As should not be surprising to anyone, the local newspaper here in Mormon country has an entire section devoted to religion. It comprises two full pages every day. In addition to the church listings and announcements of missionary stuff, there is an editorial. Normally, I don't pay attention to them, but there was one recently that had an attention-grabbing title. I read it, and can't help but want to address the issue.

The article was about the doctrine of the Trinity, and how it not contradictory, in this guy's opinion, anyway. It was written by the pastor of a local evangelical church. I certainly won't reprint the article here, since I don't want to infringe on anyone's copyrights, but I will paraphrase from it rather liberally.

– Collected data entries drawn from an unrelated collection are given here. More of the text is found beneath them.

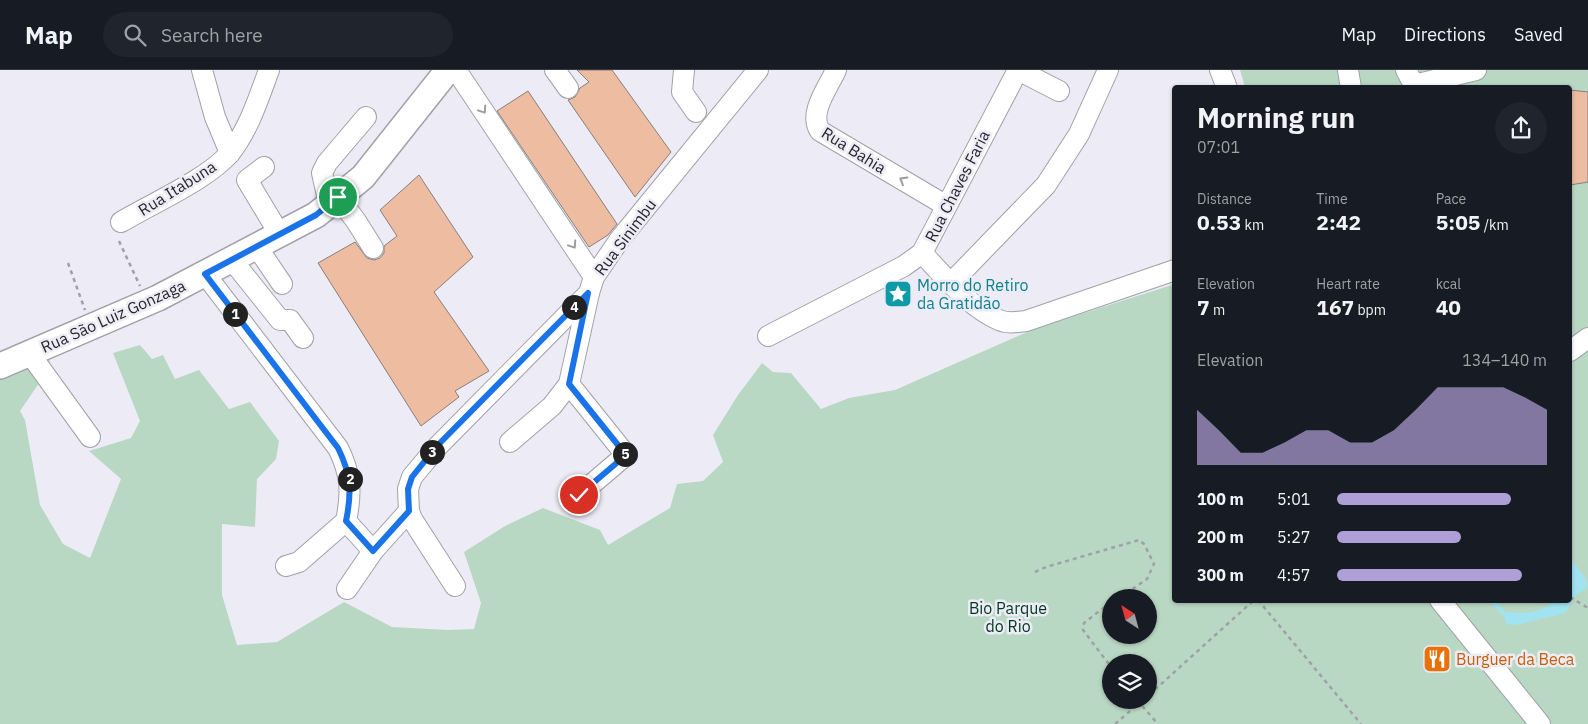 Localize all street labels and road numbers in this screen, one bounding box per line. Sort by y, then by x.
street label: Rua Bahia [818,122,890,178]
street label: Rua Chaves Faria [920,127,994,245]
street label: Rua Itabuna [134,156,220,220]
street label: Rua Sinimbu [590,195,660,279]
street label: Rua São Luiz Gonzaga [37,275,189,357]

The premise of his article is that the concept of the Trinity (that God is simultaneously one being and three beings) is bloody confusing to most people. Well, yeah. I'd agree with that. He also makes a cute little backhanded stab at non-believers by saying that if people were to invent a god, they wouldn't invent a threesome for a godhead, so to speak, since it's so weird, so "unsatisfying." I can just picture his "logic," now… Humans would never think up an "unsatisfying" thing like the Trinity… But the Trinity exists… Therefore mankind didn't invent God. Yeah, right.

Anyway, he goes on to say that there is only one God. And after going on about how God, Jesus, and the Holy Spirit are all God, he launches into the statement that I thought was most inane. You see, he insists that the three parts of God are different persons, but not different beings. He concedes that such a claim just might strike some people as "double-talk," but says that we lowly humans know only "uni-personal beings," meaning one being is equal to one person.

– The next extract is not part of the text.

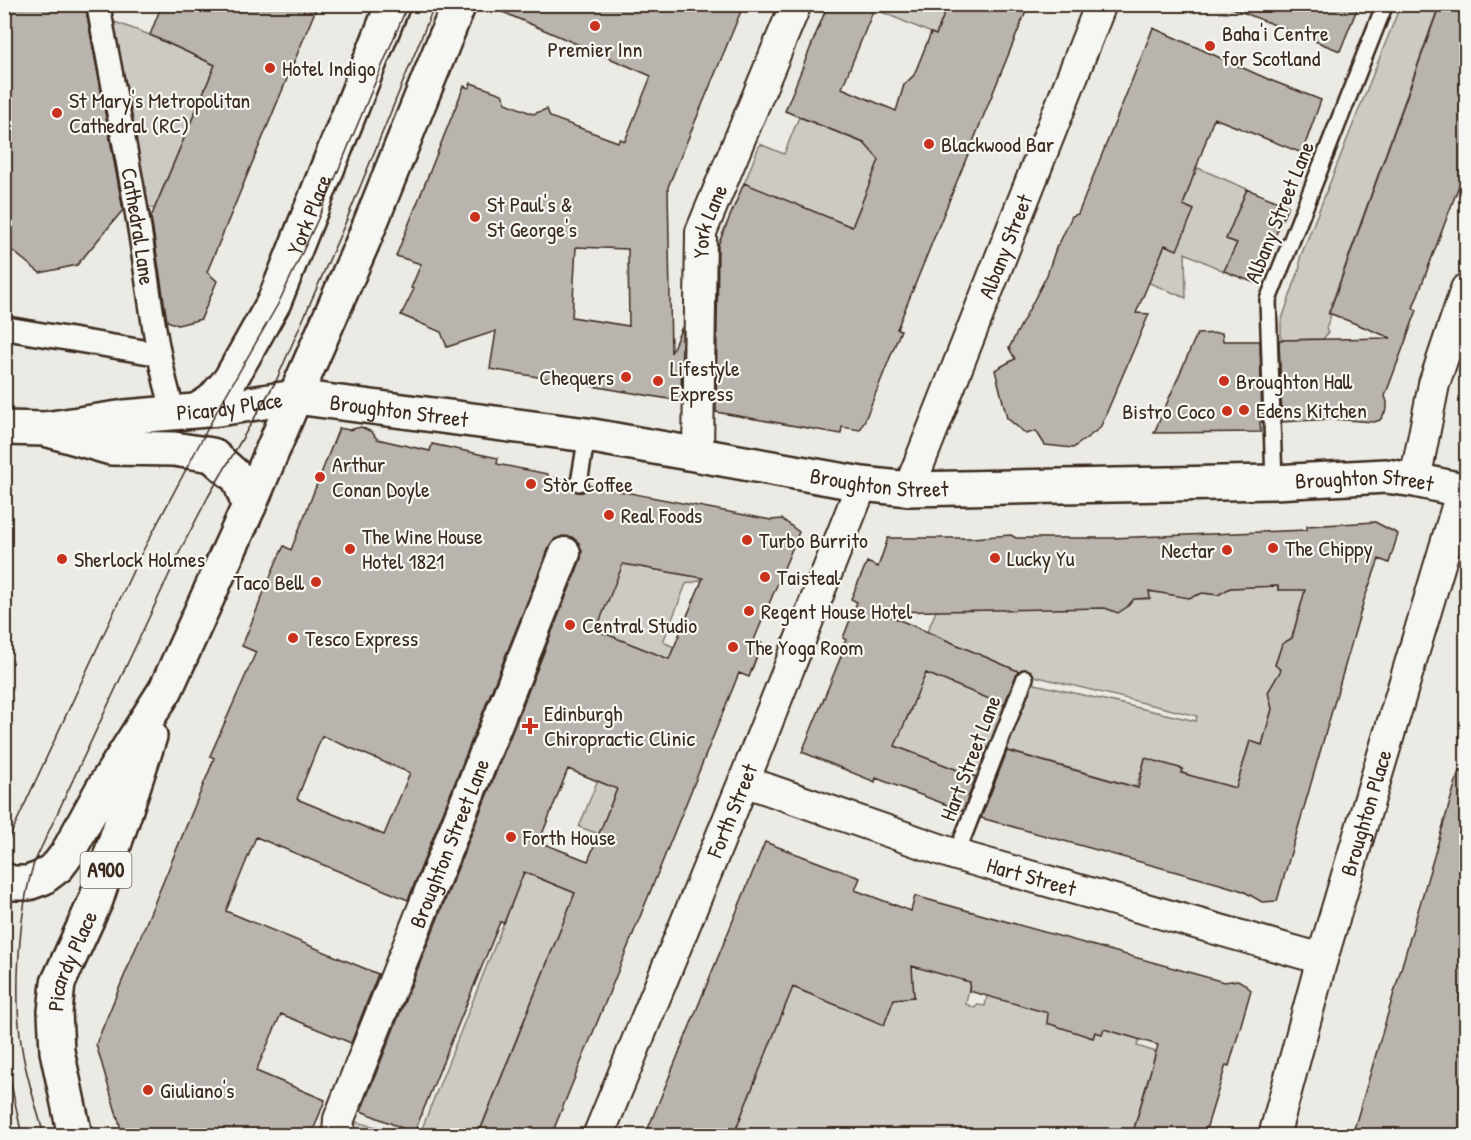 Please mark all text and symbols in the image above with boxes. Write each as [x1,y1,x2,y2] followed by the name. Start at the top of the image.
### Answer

Darn right it sounds like double-talk. Or more like Orwellian doublespeak, intentionally misleading.

In fact, later he says, in reference to the whole confusing mess, that he can't really see how it works that one being can be three people, either! He then proceeds to give the illustration of a rope that hangs over a pulley. Down below, the one rope seems like two, since it has two ends. Only far above, where our reason can't penetrate, does the rope become one. There, there isn't a contradiction.

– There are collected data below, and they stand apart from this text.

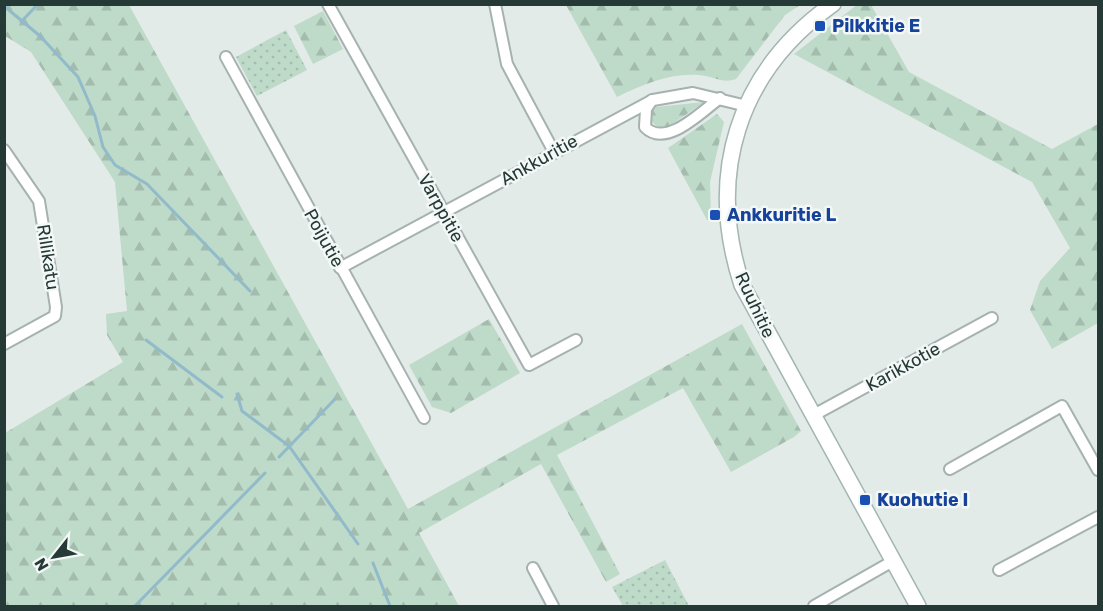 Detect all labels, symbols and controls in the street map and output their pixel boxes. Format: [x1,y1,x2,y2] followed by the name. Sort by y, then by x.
[832,15,920,37] place label: Pilkkitie E
[813,19,827,33] marker: Pilkkitie E
[496,130,582,190] street label: Ankkuritie
[413,170,469,246] street label: Varppitie
[727,204,836,226] place label: Ankkuritie L
[299,205,349,271] street label: Poijutie
[708,208,722,222] marker: Ankkuritie L
[32,223,64,291] street label: Rillikatu
[730,269,780,341] street label: Ruuhitie
[862,338,944,396] street label: Karikkotie
[877,489,968,511] place label: Kuohutie I
[858,493,872,507] marker: Kuohutie I
[24,527,84,587] north arrow
[30,555,53,574] text: N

Well, excuse me for being a human with reason, but I can't get past the contradiction. It's like the whole "omniscient, omnipotent Creator vs. free will" issue. Or the "everything must be created, except God" issue. None of them hold up under scrutiny. To use this rope analogy again, it seems that the only way believers can rationalize this idea is to fold it back upon itself so that it appears to be two (or three) separate things, but is in fact, just one long, twisted tale.